Exercise:
Return all lines in the data where the string "overflow" can be found.

Task inputs:
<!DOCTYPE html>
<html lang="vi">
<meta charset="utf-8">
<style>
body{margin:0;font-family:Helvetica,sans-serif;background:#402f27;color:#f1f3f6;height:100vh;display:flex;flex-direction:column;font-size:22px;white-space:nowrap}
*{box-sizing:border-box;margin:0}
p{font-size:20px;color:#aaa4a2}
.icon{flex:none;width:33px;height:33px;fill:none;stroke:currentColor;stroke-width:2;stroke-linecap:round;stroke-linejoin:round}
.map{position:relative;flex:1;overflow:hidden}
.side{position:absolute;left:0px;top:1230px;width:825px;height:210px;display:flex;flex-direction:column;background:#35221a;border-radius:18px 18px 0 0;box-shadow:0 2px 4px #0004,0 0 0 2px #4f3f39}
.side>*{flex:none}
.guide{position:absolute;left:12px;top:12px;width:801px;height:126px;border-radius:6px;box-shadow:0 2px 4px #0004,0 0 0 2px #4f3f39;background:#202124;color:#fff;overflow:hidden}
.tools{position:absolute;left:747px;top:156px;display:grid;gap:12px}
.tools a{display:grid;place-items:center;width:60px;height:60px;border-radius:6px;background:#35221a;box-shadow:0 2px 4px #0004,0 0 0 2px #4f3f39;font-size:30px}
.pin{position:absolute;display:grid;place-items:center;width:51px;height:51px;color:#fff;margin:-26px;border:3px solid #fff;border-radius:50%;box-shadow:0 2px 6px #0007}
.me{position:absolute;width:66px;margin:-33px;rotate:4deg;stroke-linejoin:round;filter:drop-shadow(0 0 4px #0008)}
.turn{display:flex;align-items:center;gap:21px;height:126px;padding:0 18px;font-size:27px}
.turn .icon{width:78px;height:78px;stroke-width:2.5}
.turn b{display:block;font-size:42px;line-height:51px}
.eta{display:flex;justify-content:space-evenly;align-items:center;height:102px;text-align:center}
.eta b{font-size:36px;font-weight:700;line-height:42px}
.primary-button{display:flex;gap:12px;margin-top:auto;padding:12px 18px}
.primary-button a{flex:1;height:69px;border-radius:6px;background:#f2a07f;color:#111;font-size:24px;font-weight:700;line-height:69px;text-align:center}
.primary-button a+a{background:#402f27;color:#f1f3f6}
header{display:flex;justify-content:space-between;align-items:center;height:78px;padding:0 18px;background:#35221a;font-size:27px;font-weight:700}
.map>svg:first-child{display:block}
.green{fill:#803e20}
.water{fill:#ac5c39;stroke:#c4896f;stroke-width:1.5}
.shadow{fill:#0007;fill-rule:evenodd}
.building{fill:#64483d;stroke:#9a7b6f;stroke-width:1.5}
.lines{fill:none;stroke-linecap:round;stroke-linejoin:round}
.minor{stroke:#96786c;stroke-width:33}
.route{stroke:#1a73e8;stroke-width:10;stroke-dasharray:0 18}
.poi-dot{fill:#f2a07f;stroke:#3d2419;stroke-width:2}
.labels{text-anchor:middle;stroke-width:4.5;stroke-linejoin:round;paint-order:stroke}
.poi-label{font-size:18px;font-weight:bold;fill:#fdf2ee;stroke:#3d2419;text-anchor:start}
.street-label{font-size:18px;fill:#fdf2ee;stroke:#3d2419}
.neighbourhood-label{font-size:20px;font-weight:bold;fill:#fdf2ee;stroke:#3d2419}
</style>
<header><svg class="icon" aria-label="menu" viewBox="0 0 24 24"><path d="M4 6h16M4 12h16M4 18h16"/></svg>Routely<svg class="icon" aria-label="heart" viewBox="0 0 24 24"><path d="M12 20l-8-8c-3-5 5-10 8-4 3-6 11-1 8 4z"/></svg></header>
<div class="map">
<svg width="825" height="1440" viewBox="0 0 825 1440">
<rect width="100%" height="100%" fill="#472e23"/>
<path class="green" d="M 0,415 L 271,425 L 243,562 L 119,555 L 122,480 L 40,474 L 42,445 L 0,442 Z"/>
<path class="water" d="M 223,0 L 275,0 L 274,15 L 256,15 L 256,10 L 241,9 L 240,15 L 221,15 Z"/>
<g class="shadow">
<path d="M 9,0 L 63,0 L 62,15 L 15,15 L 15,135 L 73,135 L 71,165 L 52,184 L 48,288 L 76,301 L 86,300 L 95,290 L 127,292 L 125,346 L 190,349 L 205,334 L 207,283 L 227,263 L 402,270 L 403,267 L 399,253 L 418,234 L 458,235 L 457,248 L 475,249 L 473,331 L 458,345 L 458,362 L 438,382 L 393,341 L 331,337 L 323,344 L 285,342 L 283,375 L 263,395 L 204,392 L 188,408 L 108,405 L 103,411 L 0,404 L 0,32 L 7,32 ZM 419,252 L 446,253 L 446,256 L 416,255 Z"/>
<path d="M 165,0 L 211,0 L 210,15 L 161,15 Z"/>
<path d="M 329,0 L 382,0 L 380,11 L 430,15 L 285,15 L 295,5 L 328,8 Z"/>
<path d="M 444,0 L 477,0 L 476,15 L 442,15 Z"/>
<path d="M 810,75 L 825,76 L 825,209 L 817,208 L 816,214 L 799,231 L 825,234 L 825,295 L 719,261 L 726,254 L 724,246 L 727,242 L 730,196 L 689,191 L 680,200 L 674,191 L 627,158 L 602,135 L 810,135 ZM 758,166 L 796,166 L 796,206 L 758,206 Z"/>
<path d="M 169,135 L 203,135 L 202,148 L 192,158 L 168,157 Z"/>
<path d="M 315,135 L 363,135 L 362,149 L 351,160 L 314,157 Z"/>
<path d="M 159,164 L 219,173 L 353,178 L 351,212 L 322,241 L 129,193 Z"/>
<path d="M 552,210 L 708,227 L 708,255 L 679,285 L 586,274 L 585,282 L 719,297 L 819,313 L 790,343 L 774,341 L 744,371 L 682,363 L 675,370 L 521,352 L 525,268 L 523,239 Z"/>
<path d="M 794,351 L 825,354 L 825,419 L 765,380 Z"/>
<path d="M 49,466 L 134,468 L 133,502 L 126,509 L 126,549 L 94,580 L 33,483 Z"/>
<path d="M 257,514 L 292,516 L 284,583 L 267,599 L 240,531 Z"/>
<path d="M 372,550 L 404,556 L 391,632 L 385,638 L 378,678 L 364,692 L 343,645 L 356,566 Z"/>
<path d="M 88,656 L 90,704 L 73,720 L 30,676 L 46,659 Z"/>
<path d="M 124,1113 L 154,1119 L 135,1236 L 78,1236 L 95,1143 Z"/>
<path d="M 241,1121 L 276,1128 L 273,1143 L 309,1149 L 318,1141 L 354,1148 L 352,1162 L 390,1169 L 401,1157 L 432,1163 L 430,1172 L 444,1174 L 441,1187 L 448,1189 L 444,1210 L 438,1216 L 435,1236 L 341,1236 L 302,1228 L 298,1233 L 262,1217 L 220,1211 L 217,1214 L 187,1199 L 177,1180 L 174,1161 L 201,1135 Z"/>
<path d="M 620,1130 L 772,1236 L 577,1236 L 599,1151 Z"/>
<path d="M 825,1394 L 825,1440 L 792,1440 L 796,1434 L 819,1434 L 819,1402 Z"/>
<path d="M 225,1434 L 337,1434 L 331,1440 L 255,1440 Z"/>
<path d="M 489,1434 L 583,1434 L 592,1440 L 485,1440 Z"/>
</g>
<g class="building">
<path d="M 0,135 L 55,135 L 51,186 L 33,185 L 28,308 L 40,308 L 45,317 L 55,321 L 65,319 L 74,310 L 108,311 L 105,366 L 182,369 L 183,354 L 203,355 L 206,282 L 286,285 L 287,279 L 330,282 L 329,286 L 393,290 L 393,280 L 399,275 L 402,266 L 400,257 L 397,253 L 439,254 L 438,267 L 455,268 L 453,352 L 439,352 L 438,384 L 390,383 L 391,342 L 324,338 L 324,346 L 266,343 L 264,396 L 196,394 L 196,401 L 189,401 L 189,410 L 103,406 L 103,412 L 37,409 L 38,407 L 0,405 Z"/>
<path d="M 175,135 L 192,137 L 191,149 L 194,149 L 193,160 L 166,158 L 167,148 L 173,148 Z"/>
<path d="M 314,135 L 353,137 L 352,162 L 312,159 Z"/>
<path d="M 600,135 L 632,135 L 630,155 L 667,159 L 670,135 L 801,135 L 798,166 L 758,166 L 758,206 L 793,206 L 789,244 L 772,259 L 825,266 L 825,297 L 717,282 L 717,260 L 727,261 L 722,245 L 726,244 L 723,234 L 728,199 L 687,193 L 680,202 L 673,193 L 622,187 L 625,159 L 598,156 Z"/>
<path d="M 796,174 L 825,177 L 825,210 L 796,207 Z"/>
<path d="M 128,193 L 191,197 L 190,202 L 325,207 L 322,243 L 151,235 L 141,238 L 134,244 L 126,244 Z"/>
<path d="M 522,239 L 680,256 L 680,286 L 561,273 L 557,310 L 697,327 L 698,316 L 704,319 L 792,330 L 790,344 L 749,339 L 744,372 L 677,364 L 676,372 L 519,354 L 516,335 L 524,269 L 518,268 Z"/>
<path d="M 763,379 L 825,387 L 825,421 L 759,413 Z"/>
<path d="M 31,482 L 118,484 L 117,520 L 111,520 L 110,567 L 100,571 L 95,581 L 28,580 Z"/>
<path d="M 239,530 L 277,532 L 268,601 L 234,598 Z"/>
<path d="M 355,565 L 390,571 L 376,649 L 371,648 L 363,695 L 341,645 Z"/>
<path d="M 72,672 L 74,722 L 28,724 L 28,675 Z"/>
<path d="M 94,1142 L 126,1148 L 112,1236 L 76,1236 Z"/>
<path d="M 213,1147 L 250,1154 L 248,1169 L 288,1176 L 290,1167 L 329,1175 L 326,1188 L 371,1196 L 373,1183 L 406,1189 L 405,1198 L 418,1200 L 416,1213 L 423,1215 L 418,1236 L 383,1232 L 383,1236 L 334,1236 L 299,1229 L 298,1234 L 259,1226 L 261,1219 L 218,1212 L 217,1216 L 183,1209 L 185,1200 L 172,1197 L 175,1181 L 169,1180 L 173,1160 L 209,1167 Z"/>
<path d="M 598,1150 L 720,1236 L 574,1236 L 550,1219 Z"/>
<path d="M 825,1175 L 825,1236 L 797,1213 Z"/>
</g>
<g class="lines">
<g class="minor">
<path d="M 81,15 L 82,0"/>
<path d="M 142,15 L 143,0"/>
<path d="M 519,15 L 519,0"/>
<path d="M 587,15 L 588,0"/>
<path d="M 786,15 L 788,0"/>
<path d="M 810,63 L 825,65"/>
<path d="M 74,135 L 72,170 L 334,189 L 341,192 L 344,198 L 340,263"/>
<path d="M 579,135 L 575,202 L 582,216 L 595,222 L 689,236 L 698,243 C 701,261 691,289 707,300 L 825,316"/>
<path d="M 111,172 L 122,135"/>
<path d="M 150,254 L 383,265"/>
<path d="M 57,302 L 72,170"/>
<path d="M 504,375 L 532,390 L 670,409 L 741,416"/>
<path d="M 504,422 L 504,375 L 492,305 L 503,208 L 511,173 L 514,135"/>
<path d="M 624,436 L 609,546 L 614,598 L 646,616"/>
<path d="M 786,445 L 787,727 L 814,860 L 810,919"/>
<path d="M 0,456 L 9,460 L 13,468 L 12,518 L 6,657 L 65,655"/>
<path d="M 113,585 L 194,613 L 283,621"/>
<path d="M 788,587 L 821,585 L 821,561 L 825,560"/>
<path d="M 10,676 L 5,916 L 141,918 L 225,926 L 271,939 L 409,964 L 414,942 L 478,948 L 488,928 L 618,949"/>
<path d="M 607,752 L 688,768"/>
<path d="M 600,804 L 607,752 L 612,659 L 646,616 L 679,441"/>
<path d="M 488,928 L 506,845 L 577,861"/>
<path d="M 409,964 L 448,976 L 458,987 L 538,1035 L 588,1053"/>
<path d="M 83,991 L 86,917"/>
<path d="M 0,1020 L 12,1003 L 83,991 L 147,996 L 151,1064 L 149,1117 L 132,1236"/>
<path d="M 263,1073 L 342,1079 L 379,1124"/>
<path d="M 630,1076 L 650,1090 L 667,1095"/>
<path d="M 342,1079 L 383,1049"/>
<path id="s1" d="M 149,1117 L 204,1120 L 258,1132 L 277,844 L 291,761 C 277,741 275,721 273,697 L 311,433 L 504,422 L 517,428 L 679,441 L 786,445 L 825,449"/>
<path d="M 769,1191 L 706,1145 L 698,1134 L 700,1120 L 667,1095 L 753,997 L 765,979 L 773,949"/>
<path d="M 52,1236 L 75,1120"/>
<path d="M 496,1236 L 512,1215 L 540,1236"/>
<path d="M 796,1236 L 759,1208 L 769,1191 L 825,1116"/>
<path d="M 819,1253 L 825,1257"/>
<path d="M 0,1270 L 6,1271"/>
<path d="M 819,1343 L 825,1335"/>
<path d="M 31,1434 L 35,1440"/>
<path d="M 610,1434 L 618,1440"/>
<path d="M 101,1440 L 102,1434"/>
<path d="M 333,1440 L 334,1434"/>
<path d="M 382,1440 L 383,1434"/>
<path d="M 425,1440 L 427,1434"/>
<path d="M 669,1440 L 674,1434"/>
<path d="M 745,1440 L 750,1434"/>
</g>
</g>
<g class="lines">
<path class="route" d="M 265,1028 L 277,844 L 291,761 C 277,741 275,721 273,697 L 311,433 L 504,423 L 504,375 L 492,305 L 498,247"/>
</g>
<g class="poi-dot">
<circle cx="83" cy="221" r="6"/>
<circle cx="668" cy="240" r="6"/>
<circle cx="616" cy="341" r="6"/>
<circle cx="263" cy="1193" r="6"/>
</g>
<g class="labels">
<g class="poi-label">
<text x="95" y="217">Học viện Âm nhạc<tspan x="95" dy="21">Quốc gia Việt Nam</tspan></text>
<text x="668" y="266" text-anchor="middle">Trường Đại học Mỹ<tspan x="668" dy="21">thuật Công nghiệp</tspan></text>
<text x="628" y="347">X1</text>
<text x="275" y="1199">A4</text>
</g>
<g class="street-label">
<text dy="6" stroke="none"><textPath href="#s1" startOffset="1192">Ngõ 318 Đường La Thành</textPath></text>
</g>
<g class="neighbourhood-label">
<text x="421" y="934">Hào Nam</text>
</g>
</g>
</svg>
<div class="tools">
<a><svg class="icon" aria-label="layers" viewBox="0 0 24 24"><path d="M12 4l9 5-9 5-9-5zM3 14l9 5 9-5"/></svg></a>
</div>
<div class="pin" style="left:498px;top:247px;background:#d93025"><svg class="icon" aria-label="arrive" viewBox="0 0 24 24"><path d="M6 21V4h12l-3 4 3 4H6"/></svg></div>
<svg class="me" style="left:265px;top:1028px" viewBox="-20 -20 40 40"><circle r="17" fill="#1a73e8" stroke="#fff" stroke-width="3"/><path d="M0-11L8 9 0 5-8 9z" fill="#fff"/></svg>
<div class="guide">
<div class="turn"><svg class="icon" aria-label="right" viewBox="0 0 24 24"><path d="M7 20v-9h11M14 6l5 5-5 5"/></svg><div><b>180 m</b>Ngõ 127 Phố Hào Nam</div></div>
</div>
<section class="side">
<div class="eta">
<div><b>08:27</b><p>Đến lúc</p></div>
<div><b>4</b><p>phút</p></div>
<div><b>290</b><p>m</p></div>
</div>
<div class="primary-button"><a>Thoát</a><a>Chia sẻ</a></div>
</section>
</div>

Answer box:
.map{position:relative;flex:1;overflow:hidden}
.guide{position:absolute;left:12px;top:12px;width:801px;height:126px;border-radius:6px;box-shadow:0 2px 4px #0004,0 0 0 2px #4f3f39;background:#202124;color:#fff;overflow:hidden}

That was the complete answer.